LateAtTate · 23/06/2021 20:54

@RaineyMae it’s probably best for you to work with a qualified specialist adult autism psychiatrist with a multi-disciplinary team as you sound like you might need more complex intervention. PP have given some good advice regarding autism specialist centres etc.

Maia77 · 23/06/2021 20:55

Counselling psychologists are well equipped to work with a range of presenting issues, but it always boils down to experience and being able to work ethically, having a good supervisor etc.

MrsTerryPratchett · 23/06/2021 20:55

I may be biased, but I don't think they are as equipped to work with clients with complex presenting problems as psychotherapists. But I'm happy for someone to set me straight.

I think the exact opposite Grin

Psychotherapy isn't any better than active listening for many people. There are studies showing it, in my phone so I can't find any!

Staffy1 · 23/06/2021 20:56

She sounds very unprofessional and perhaps unsuited to the job if she's got upset or taken things personally. I hope you find someone better, just a pity you've had wasted time and been upset by the lack of response which is so rude, never mind unprofessional.

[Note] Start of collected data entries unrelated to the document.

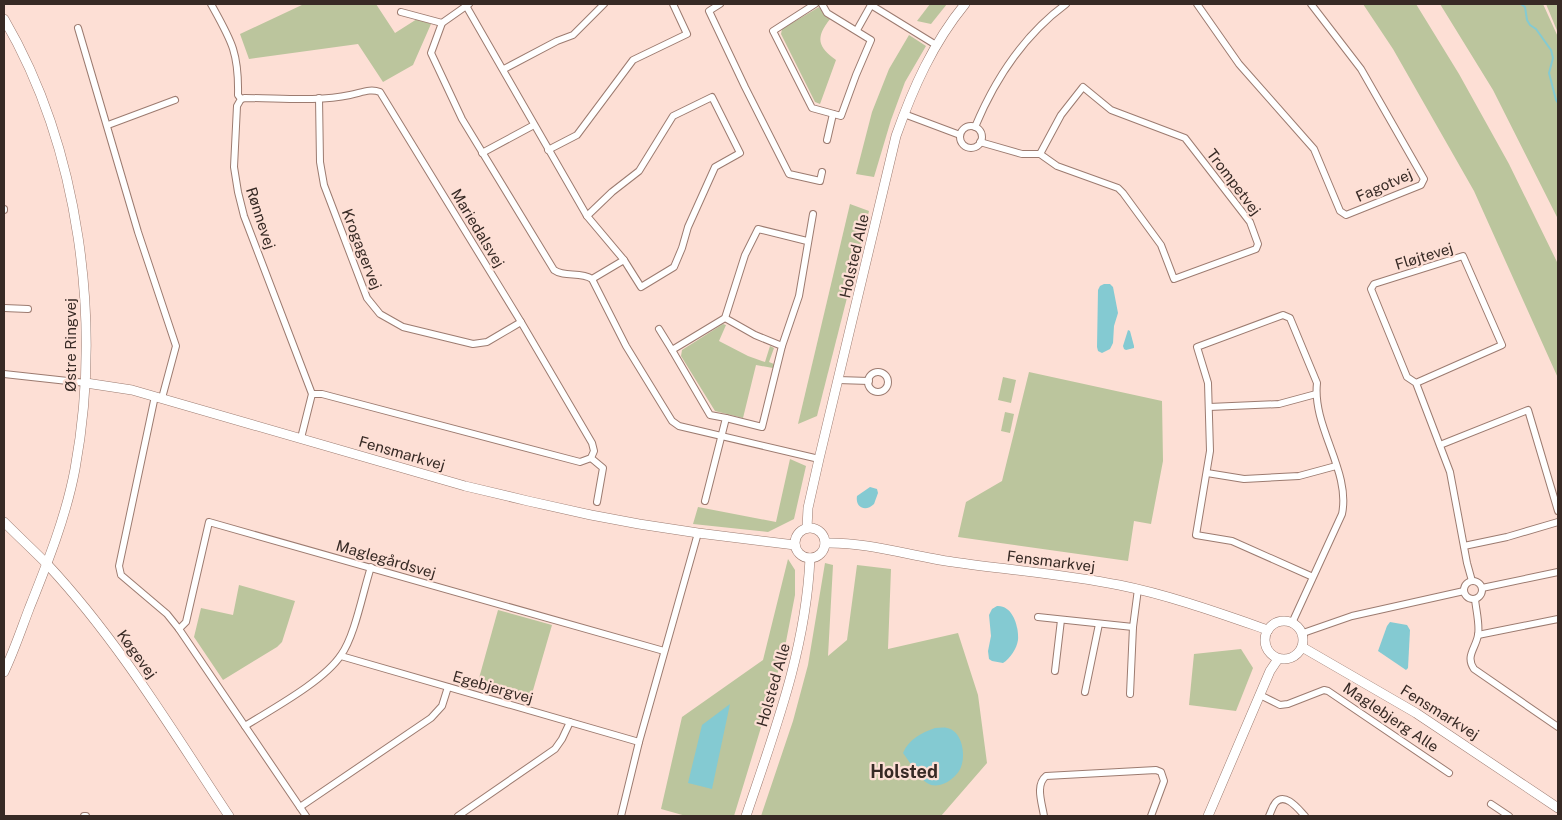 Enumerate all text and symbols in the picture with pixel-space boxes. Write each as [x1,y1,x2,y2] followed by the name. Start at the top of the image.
[1204,146,1264,218] street label: Trompetvej
[1353,165,1415,205] street label: Fagotvej
[243,185,279,251] street label: Rønnevej
[448,186,508,270] street label: Mariedalsvej
[339,206,385,292] street label: Krogagervej
[836,212,872,300] street label: Holsted Alle
[1393,239,1455,273] street label: Fløjtevej
[62,298,79,392] street label: Østre Ringvej
[357,433,447,473] street label: Fensmarkvej
[334,537,438,581] street label: Maglegårdsvej
[1006,547,1096,575] street label: Fensmarkvej
[114,626,160,682] street label: Køgevej
[753,641,793,729] street label: Holsted Alle
[451,667,535,707] street label: Egebjergvej
[1340,679,1442,755] street label: Maglebjerg Alle
[1398,681,1482,743] street label: Fensmarkvej
[870,761,938,782] district label: Holsted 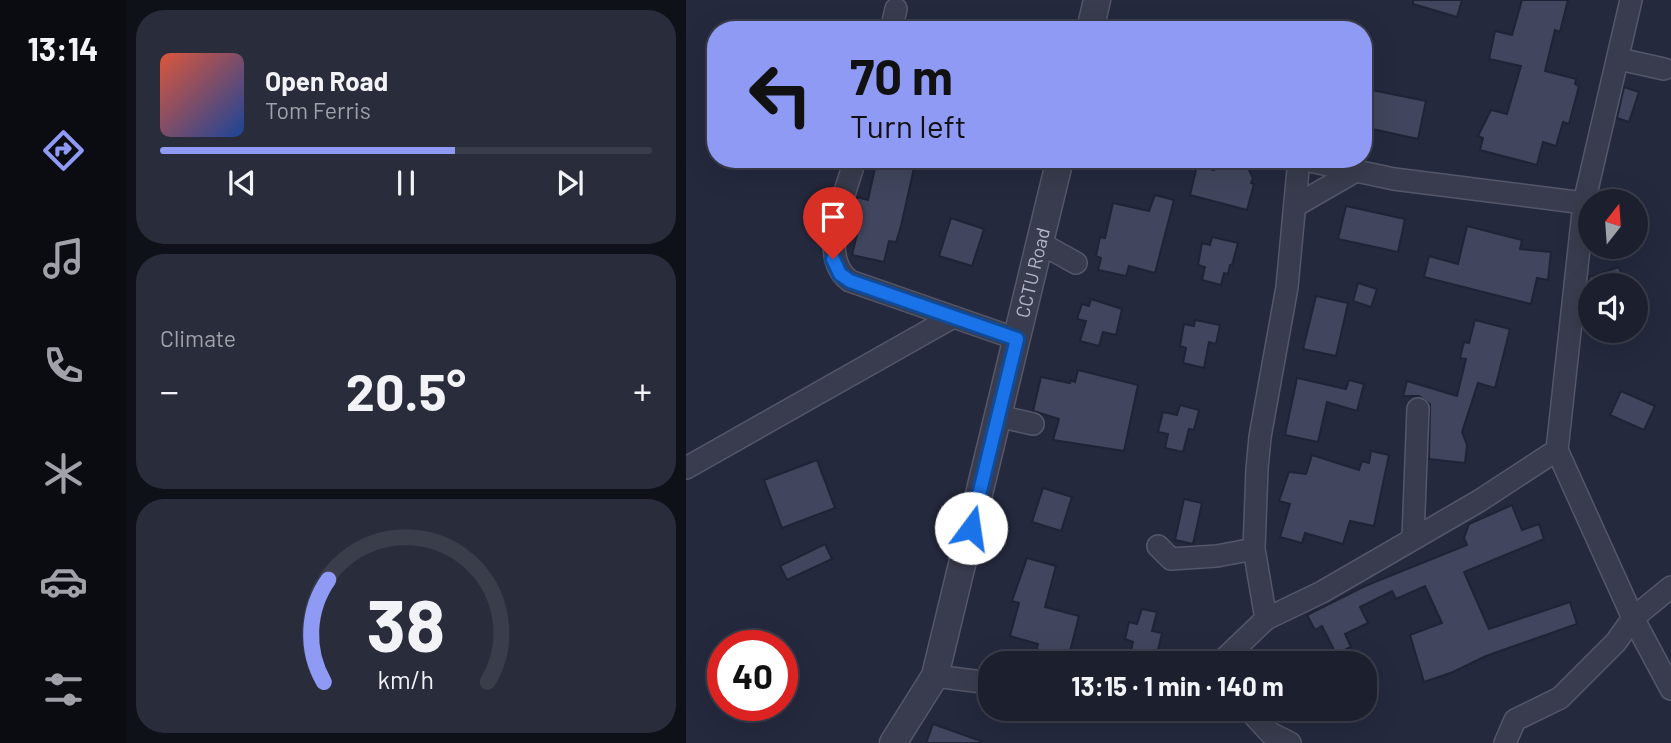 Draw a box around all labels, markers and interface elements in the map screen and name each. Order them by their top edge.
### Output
text: 13:14 [28,29,98,67]
text: 70 m [850,46,953,105]
icon: left [735,49,826,140]
text: Open Road [265,65,388,96]
text: Tom Ferris [265,96,371,124]
text: Turn left [850,106,967,144]
icon: directions [39,126,88,175]
icon: previous [223,164,261,202]
icon: pause [387,164,425,202]
icon: next [551,164,589,202]
pin [803,187,863,259]
north arrow [1578,189,1648,259]
map controls [1578,189,1648,343]
icon: arrive [814,198,852,236]
street label: CCTU Road [1010,225,1054,320]
icon: music [39,234,88,283]
button: sound [1578,273,1648,343]
text: Climate [160,324,236,352]
icon: phone [39,341,88,390]
text: 20.5° [346,359,466,421]
text: − [160,367,179,413]
text: + [633,367,652,413]
icon: climate [39,449,88,498]
position arrow [934,491,1008,565]
icon: car [39,557,88,606]
text: 38 [367,579,445,667]
speed limit sign: 40 [707,630,798,721]
text: km/h [378,664,434,694]
icon: filters [39,665,88,714]
text: 13:15 · 1 min · 140 m [1071,670,1284,701]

newsandshoes · 23/06/2021 20:56

Was the situation with your dc the main thing you were wanting help with? If so, is it worth changing usernames and identifying details and posting about it on mumsnet to get advice? It might be that you could do with a different sort of support now, if you are currently in the midst of it with the problems, you may benefit from practical advice or other? Save the therapy for when the problem is resolved?

funktion · 23/06/2021 20:58

Hi op, my therapist emails me homework or links for stuff to do with our sessions, I sometimes get overwhelmed & email her occasionally but it would only be like once a week, I am very mindful of her time also that I might be too much for her to handle, a burden etc, I don’t want to scare her. Most of my emails I never send as what I do is take forever to type them, keep editing them, then I save to drafts, go back the next day, edit many more times, then decide that I no longer need to send it as the answers are within my message or I am able to think more clearly now all the noise is out of my head & in the message, if that makes sense? I think someone else already said something about emailing yourself, could you try this?

Caradogthemouse · 23/06/2021 20:58

Oh OP. I meet a lot of people with similar tendencies to you. I work with people who have ASC tendencies, it takes a very Autism-aware individual to manage the relationship and give you what you need.
For a therapist without understanding of ASD, when you share this level of detail about your life, it can feel as though you expect her to remember it all and ‘ise’ the information somehow. Coupled with intense emotions and your dependency on her, the therapist can feel as though you are making her responsible for your life and wellbeing. That is too much of a burden.

My advice:

  1. Look for a solution focused therapist. Solution focussed brief therapy does not dig around in the past. Backstory does not matter- it’s gone. What matters is the here and now. The therapist is not tasked with understanding or interpreting you and telling you about yourself. SFBT is about helping YOU to notice what works for YOU day to day, and to do more of it. It is very pragmatic. It works well for people on the spectrum, I find. Going over the past and picking apart your life looking for patterns and reasons and meanings only feeds the anxiety- taking a deep breath and refucusing on the here and now and what works for you in the moment will help you, I think.
If the therapist has experience of working with people with ASC, so much the better.
  1. Start journalling to share your feelings and get your thoughts straight, rather than sharing with others.
  1. Consider mindfulness as a way of coping with overwhelming emotion in the moment, e.g. before a meeting.
  1. Go easy on yourself and go easy on others too. Try to avoid thinking/saying the word “should”, either about yourself or about others. Going around with strong
ideas of how people should behave puts pressure on them (and on yourself). Try to loosen up your expectations - it’s a good way not to be disappointed.